将兵たちを埋葬した幸畑墓苑は八甲田への登り口にあり、松林に囲われた芝生の墓地です。正面、一段と大きい墓標は山口大隊長。その両脇に将校の墓標が並びます。兵士達の185の小さな墓石は大隊長に向かってきちんと立っています。死しても階級の差は厳然として示されるのが軍隊の世界なのだと思い知らされます。下級兵の死亡率に比べて将校の死亡率が格段に低かったのは、上官を守った兵士の行動を示しています。実際雪中から発見された死体では上官を守るように死亡している兵士の姿に救難捜索隊の陸軍兵士たちも落涙したと記録されています。この暗さを払拭するように陸軍はこの事件でひとりの「英雄」をつくりあげました。神成中隊長の命をうけ山麓に遭難の一報を伝えた後藤房之助伍長・・・遭難現場の馬立場に全身が凍り付き佇立する銅像が立っています。なお新田次郎は山口少佐の死を拳銃自殺としていますが、資料館の展示によれば、弘前大学医学部の鑑定で、心臓が弱っていたところに高濃度のクロロフォルムの注射で心臓が止まったのだろうとされました。陸軍が責任回避のため、余計なことをしゃべってもらっては困ると薬殺したのだろうとされています。

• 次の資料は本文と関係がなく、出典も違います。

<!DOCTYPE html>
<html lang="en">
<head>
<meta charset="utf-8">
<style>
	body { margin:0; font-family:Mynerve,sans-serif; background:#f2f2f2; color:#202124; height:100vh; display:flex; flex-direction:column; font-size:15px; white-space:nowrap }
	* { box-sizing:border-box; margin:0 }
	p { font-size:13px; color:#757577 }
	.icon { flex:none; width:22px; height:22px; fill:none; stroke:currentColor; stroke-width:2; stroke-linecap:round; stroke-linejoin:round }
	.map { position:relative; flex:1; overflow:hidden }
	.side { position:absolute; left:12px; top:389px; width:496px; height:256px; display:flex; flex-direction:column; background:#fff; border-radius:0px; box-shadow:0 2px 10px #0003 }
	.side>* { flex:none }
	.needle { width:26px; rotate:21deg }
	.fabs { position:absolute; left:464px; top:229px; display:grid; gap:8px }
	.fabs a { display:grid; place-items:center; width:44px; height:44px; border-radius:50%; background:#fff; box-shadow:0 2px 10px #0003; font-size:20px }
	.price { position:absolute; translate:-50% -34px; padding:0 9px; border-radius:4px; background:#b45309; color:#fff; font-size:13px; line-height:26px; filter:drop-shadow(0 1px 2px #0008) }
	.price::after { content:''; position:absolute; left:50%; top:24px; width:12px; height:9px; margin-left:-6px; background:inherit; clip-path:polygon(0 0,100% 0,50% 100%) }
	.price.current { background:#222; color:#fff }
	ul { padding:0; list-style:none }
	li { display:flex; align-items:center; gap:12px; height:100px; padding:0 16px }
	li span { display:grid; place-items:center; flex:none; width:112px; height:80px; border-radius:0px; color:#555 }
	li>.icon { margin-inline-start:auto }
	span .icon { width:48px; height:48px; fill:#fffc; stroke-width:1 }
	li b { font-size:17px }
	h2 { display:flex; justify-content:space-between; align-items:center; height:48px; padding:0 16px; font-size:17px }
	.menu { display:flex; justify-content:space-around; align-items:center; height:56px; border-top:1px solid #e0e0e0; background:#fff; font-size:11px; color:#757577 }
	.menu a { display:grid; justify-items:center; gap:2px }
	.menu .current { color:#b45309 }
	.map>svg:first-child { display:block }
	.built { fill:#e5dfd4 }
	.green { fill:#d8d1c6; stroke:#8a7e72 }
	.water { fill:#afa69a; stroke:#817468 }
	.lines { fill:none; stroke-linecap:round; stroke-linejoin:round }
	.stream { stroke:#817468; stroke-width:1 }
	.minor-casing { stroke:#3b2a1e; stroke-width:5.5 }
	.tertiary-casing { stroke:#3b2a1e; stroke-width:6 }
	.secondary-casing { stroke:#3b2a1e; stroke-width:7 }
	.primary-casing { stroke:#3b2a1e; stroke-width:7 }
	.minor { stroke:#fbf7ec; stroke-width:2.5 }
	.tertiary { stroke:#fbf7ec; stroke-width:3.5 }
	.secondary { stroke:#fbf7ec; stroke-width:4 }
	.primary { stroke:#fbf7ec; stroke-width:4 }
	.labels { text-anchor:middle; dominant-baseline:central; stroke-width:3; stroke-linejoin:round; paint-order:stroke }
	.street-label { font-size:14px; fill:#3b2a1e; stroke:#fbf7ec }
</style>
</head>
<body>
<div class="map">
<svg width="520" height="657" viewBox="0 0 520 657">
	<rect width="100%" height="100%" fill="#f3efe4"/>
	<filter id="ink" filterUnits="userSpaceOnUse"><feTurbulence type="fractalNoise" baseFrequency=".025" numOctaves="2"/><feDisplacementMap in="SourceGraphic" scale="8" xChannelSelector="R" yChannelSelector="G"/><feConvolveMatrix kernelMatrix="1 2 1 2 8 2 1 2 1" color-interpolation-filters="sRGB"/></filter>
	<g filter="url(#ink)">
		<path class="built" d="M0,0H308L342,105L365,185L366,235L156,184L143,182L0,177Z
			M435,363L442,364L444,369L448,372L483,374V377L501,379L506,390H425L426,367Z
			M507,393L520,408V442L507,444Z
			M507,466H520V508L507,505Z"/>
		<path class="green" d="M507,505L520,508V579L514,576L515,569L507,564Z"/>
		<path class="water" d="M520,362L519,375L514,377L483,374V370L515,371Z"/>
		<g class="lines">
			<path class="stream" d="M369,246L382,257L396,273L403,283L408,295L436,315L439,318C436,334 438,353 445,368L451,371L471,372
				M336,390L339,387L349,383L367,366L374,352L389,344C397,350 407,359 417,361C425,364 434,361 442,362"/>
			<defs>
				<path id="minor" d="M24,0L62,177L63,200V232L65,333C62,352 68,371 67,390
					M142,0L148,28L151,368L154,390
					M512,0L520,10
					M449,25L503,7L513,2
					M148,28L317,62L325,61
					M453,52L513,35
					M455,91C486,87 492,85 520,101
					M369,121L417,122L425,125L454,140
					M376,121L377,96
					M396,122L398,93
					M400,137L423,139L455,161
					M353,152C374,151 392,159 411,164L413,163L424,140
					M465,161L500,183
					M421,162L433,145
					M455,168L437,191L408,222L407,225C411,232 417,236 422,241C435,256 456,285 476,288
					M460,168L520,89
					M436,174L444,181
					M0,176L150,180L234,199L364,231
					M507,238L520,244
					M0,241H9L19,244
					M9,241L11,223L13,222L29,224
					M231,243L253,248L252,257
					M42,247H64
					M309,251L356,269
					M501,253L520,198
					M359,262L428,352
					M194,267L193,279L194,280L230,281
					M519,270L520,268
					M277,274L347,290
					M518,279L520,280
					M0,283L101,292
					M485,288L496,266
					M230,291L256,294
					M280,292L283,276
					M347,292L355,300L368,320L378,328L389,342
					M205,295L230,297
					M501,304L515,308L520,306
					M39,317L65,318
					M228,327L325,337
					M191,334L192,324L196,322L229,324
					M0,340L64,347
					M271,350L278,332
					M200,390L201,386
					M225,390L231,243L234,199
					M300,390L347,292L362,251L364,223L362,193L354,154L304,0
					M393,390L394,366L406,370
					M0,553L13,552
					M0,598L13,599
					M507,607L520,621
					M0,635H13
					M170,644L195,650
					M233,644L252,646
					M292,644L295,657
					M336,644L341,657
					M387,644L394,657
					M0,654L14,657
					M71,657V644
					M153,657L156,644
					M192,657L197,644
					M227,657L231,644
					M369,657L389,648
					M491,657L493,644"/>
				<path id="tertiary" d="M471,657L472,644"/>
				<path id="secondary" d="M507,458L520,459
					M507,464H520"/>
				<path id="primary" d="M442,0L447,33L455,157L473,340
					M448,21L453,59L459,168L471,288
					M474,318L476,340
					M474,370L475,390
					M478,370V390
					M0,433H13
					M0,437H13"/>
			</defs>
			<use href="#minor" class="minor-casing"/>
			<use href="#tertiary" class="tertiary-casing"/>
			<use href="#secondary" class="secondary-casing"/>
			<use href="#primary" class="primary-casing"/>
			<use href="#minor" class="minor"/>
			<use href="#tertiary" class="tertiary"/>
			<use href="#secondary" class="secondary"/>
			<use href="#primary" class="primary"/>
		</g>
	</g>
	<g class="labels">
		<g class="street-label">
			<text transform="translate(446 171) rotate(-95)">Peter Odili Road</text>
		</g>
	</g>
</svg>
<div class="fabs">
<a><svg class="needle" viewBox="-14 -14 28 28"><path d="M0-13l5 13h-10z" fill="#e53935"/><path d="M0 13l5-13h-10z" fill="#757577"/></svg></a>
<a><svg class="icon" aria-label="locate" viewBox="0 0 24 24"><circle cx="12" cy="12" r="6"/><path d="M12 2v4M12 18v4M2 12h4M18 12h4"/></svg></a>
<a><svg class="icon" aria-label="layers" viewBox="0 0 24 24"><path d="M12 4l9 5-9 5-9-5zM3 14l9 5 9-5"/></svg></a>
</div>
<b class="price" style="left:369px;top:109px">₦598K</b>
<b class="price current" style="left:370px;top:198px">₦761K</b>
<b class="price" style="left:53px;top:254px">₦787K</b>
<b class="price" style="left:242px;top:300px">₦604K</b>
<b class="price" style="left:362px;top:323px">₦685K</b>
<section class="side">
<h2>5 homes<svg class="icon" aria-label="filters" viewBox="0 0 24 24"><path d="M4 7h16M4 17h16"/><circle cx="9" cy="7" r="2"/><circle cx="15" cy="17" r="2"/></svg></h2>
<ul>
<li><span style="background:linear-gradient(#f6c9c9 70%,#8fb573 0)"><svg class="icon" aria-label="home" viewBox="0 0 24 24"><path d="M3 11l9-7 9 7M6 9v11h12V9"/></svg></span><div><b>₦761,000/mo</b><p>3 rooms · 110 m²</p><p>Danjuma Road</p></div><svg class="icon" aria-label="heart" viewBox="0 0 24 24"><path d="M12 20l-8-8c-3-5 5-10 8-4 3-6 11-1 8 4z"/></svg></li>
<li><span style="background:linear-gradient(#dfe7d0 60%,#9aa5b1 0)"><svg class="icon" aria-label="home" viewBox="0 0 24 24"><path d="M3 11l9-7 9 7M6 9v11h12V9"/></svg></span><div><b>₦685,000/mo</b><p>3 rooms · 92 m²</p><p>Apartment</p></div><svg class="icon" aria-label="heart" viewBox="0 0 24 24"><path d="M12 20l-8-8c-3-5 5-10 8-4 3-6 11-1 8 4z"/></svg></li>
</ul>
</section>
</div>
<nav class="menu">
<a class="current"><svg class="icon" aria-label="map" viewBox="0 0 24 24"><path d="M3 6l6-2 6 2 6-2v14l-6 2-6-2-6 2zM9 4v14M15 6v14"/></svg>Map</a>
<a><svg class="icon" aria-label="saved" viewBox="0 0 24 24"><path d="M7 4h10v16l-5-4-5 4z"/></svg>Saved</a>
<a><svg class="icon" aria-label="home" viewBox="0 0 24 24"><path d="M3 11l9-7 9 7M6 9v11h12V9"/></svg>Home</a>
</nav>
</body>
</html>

盛岡駅から岩手大学へ歩いて向かうとき、旭橋を渡り左折すると、宮澤賢治像や光原社のある盛岡の人気スポット材木町です。よ市で有名ですね。この通りの右手奥にある「永祥院」というお寺には、この行軍で無くなった岩手の兵士を弔う墓標が並んでおり、その石碑の数の多さに絶句します。なぜ厳冬期の青森でこれほど多くの岩手の若者が死んだのか?死者は圧倒的に岩手県出身者が多く、次いで宮城県でした。当時は家を継ぐのは長男で、次男以下は家を出て行くので、最も就職するのに安定していたのは軍隊だったのです。東北の陸軍の本営は弘前なので、青森県人や秋田県人は弘前入営が多く、青森入営は岩手や宮城の若者だったようです。